The required output is a copy of each line in the material below that includes "minor".
+++++
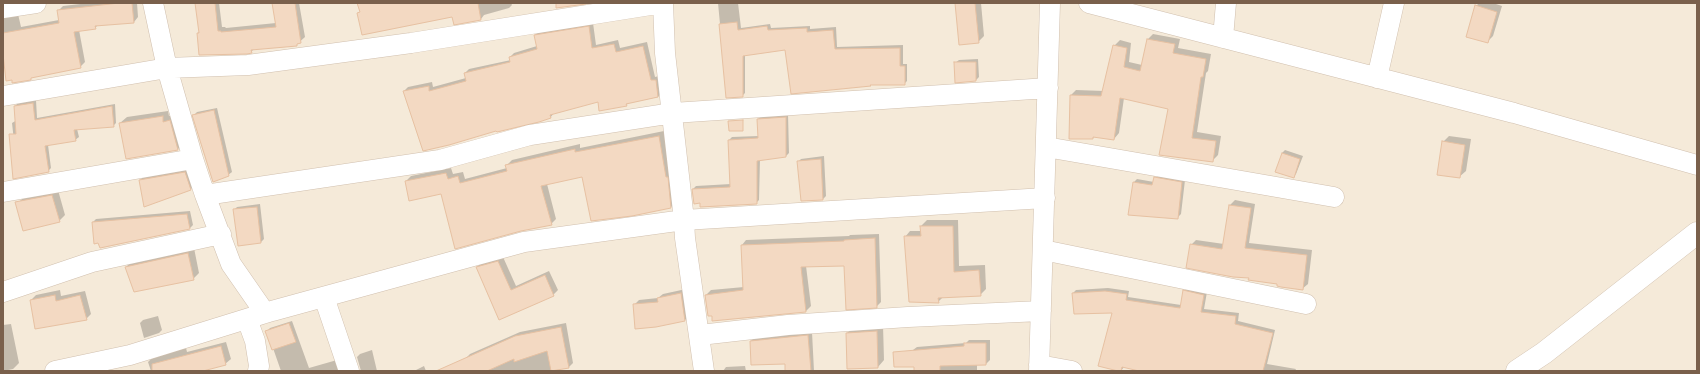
<!DOCTYPE html>
<style>
body{margin:0}
#map{position:relative;width:1700px;height:374px;overflow:hidden;background:#fdf7eb;font-family:Lato,sans-serif}
canvas{display:block}
.frame{position:absolute;inset:0;border:4px solid #7a604c;pointer-events:none}
</style>
<div id="map">
<canvas width="1700" height="374"></canvas>
<div class="frame"></div>
</div>
<script>
const c = document.querySelector('canvas').getContext('2d');
c.lineJoin = 'round';
function fillPath(path, color) { c.fillStyle = color; c.fill(path, 'evenodd'); }
const toPath = rows => new Path2D(rows.map(r => 'M' + r).join(''));
function trace(path, color, width, dash) { c.strokeStyle = color; c.lineWidth = width; c.lineCap = dash ? 'butt' : 'round'; c.setLineDash(dash || []); c.stroke(path); }
fillPath(toPath([
 [3,3,1697,3,1697,371,3,371]
]), '#f5ead9');
fillPath(toPath([
 [89,3,137,3,138,17,134,22,99,24,95,28,79,30,85,62,80,67,32,77,3,45,3,14,18,14,21,27,59,20,58,11,63,6],
 [196,3,219,3,222,27,225,27,226,28,276,23,273,3,299,3,305,37,296,45,255,48,251,52,198,33,200,31],
 [467,3,511,3,512,5,509,8,484,15,481,19],
 [718,3,738,3,741,28,770,24,771,28,810,26,810,29,836,27,837,47,903,45,903,64,907,64,907,81,904,84,786,49,745,54,745,93,742,96,727,97],
 [956,3,981,3,984,36,978,42],
 [1479,3,1493,3,1502,6,1493,36,1487,42,1476,6],
 [593,23,596,45,618,40,620,48,647,42,655,77,659,76,662,92,658,97,629,103,626,105,598,101,554,113,550,118,404,91,408,87,432,82,433,87,466,78,465,73,469,69,511,60,510,57,514,53,537,46,535,35,539,31],
 [1153,34,1180,39,1178,48,1211,54,1208,71,1206,73,1197,132,1221,136,1218,155,1212,161,1160,154,1169,108,1124,98,1119,133,1114,139,1095,136,1093,138,1071,95,1076,90,1104,91,1114,46,1120,40,1131,43,1129,62,1142,65,1148,39],
 [978,59,979,77,976,80,955,63,959,60],
 [36,100,37,118,115,104,116,123,113,126,77,129,79,137,75,140,48,145,51,168,48,171,18,177,12,123,17,120,15,106,18,103],
 [217,108,232,172,228,175,194,115,197,112],
 [168,111,169,116,176,115,184,143,178,149,127,158,120,123,127,117],
 [788,114,789,153,786,156,760,159,759,200,756,203,701,201,693,189,696,186,731,184,729,140,732,137,759,136,758,119,761,116],
 [664,131,676,202,671,207,583,176,547,184,556,219,551,224,406,181,411,176,451,168,453,174,463,172,465,179,507,168,507,165,512,160,580,144,580,148],
 [1449,136,1471,139,1466,171,1459,177,1443,142],
 [1285,150,1303,156,1296,174,1293,177,1282,153],
 [824,156,826,196,823,199,798,162,801,159],
 [188,170,194,186,191,189,140,180,143,177],
 [1158,175,1185,180,1181,214,1178,217,1134,182,1137,179,1154,182],
 [58,190,65,215,59,221,20,201,26,195],
 [1235,200,1255,204,1249,243,1312,250,1308,284,1302,289,1250,278,1191,245,1196,240,1224,244,1230,205],
 [260,204,264,239,261,242,234,210,237,207],
 [190,211,193,225,190,228,101,247,93,222,96,219],
 [927,220,958,220,959,266,985,265,986,289,980,295,943,297,938,302,905,237,910,231,921,231,921,226],
 [879,234,881,302,876,307,845,265,806,266,811,306,806,311,713,320,706,295,711,290,744,287,742,245,746,240,849,236,850,235],
 [194,248,199,273,193,279,126,267,132,261],
 [503,257,516,286,549,271,558,290,553,295,500,319,477,267,481,263],
 [1108,288,1129,291,1128,297,1181,305,1184,291,1187,288,1207,292,1204,309,1239,313,1238,321,1275,330,1267,364,1296,369,1295,371,1143,371,1124,367,1121,371,1113,312,1073,293,1076,290],
 [686,289,690,315,685,320,634,305,639,300,658,298,663,294],
 [60,290,61,296,85,291,91,314,86,319,31,300,36,295],
 [158,316,162,330,159,333,144,338,140,323,143,320],
 [292,321,309,368,337,360,342,371,281,371,267,331,270,328],
 [566,323,573,363,569,367,557,370,557,371,470,371,465,359,470,354,520,332],
 [11,324,19,363,13,369,3,371,3,325],
 [883,325,884,360,878,367,847,333,854,327],
 [812,332,814,371,786,371,786,363,751,341,754,337],
 [969,340,990,340,990,360,986,364,977,364,977,371,915,371,913,350,917,347,966,343],
 [226,342,231,359,225,364,199,371,151,371,148,362,154,356,186,348,187,352],
 [372,350,377,371,361,371,357,357,360,354],
 [424,366,426,371,414,371],
 [745,366,746,371,723,371,726,367]
]), '#0003');
const building = toPath([
 [119,3,132,3,134,23,95,26,96,29,74,32,81,68,31,78,31,80,12,83,12,80,6,81,3,54,3,33,59,23,57,10,119,3],
 [195,3,215,3,218,31,221,31,221,32,276,27,272,3,295,3,301,43,297,44,297,46,251,50,252,53,247,54,199,55,197,33,199,33,195,3],
 [357,3,478,3,481,20,454,25,452,17,362,35,357,13,360,12,357,3],
 [556,3,586,3,586,4,556,8,556,3],
 [955,3,975,3,979,43,959,45,955,3],
 [1475,5,1497,12,1488,43,1466,37,1475,5],
 [737,22,738,30,767,26,768,30,807,28,807,32,833,30,835,49,900,48,900,66,905,66,905,85,870,85,871,86,791,94,785,50,743,56,743,97,726,98,719,24,737,22],
 [589,26,592,48,614,44,616,52,643,46,651,80,656,80,658,97,626,104,627,106,599,111,598,102,550,115,551,118,539,122,497,132,496,131,449,145,423,151,403,91,429,86,429,91,466,81,464,73,510,62,509,57,537,49,534,35,589,26],
 [1147,39,1175,44,1173,53,1206,59,1203,77,1201,77,1192,138,1216,141,1213,162,1159,155,1168,109,1120,98,1114,140,1093,137,1093,139,1069,139,1070,95,1101,96,1113,45,1127,48,1124,67,1140,71,1147,39],
 [954,62,976,62,976,81,955,83,954,62],
 [33,103,35,120,112,106,114,127,74,130,76,141,45,146,49,172,13,179,9,134,16,134,14,106,33,103],
 [214,110,229,176,213,182,192,115,214,110],
 [163,116,163,122,170,120,178,150,126,159,119,123,163,116],
 [786,117,786,157,757,161,757,204,700,207,700,203,694,204,692,189,730,187,728,140,758,138,757,119,786,117],
 [743,120,743,131,729,131,728,121,743,120],
 [659,136,666,177,668,177,671,208,632,216,591,221,582,177,541,186,552,225,521,231,455,249,441,194,409,201,405,181,446,173,448,179,458,176,460,183,507,171,505,165,575,149,575,152,659,136],
 [1442,141,1465,145,1460,178,1437,175,1442,141],
 [1282,153,1300,159,1294,178,1275,172,1282,153],
 [821,159,823,200,801,201,797,161,821,159],
 [185,172,191,190,144,207,139,180,185,172],
 [1154,177,1182,182,1178,219,1128,215,1133,182,1152,185,1154,177],
 [52,195,60,222,23,231,15,202,52,195],
 [1229,205,1251,208,1245,248,1307,255,1303,290,1281,287,1277,286,1277,284,1248,280,1249,278,1233,277,1186,268,1190,244,1222,249,1229,205],
 [257,207,261,243,238,246,233,209,257,207],
 [187,214,190,229,100,248,98,243,94,244,92,222,187,214],
 [920,226,953,226,954,272,979,270,981,296,938,298,939,303,909,302,904,236,921,236,920,226],
 [875,238,877,308,846,310,844,266,801,267,806,312,712,321,712,316,708,316,705,295,743,290,741,245,844,241,844,240,875,238],
 [188,253,194,280,134,292,125,267,188,253],
 [498,261,511,290,545,275,554,296,499,320,476,267,498,261],
 [1183,290,1204,295,1201,312,1236,316,1235,324,1273,333,1263,371,1139,371,1122,367,1121,371,1118,371,1098,366,1112,313,1074,314,1072,293,1105,291,1127,294,1126,300,1180,308,1183,290],
 [681,293,685,321,656,327,635,329,633,304,658,302,657,298,681,293],
 [55,295,56,301,80,295,87,320,35,329,30,300,55,295],
 [289,323,296,342,272,350,265,331,289,323],
 [561,327,569,368,551,371,547,351,514,362,514,359,487,371,436,371,515,336,561,327],
 [877,331,878,368,847,369,846,333,877,331],
 [808,335,811,371,785,371,785,364,751,365,750,341,808,335],
 [964,343,986,343,986,365,940,366,940,371,914,371,914,367,894,367,893,352,964,346,964,343],
 [221,346,226,365,203,371,152,371,152,364,221,346]
]);
fillPath(building, '#f3d9c2');
trace(building, '#e7c1a2', 1);
const minor = toPath([
 [153,3,167,68,193,159,205,195,231,264,265,313],
 [663,3,665,53,684,220,685,238,704,371],
 [1089,3,1514,113,1697,165],
 [3,8,36,3],
 [1223,38,1226,3],
 [1377,78,1394,3],
 [3,96,167,68,248,65,411,43,663,3],
 [1046,147,1334,197],
 [3,192,193,159],
 [205,195,440,160,530,135,673,113,1048,88],
 [1043,250,1306,304],
 [3,292,92,262,221,234],
 [324,297,349,371],
 [247,319,255,341,259,366,258,371],
 [700,335,788,325,908,317,1041,311],
 [1039,365,1072,371],
 [55,371,130,355,272,311,524,242,684,220,1045,198],
 [1039,371,1050,3]
]);
const tertiary = toPath([
 [1517,371,1544,353,1697,233]
]);
trace(minor, '#d1c0af', 21);
trace(tertiary, '#d1c0af', 23);
trace(minor, '#fff', 20);
trace(tertiary, '#fff', 22);
</script>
+++++
• [SOLUTION FOR THIS EXERCISE]
const minor = toPath([
trace(minor, '#d1c0af', 21);
trace(minor, '#fff', 20);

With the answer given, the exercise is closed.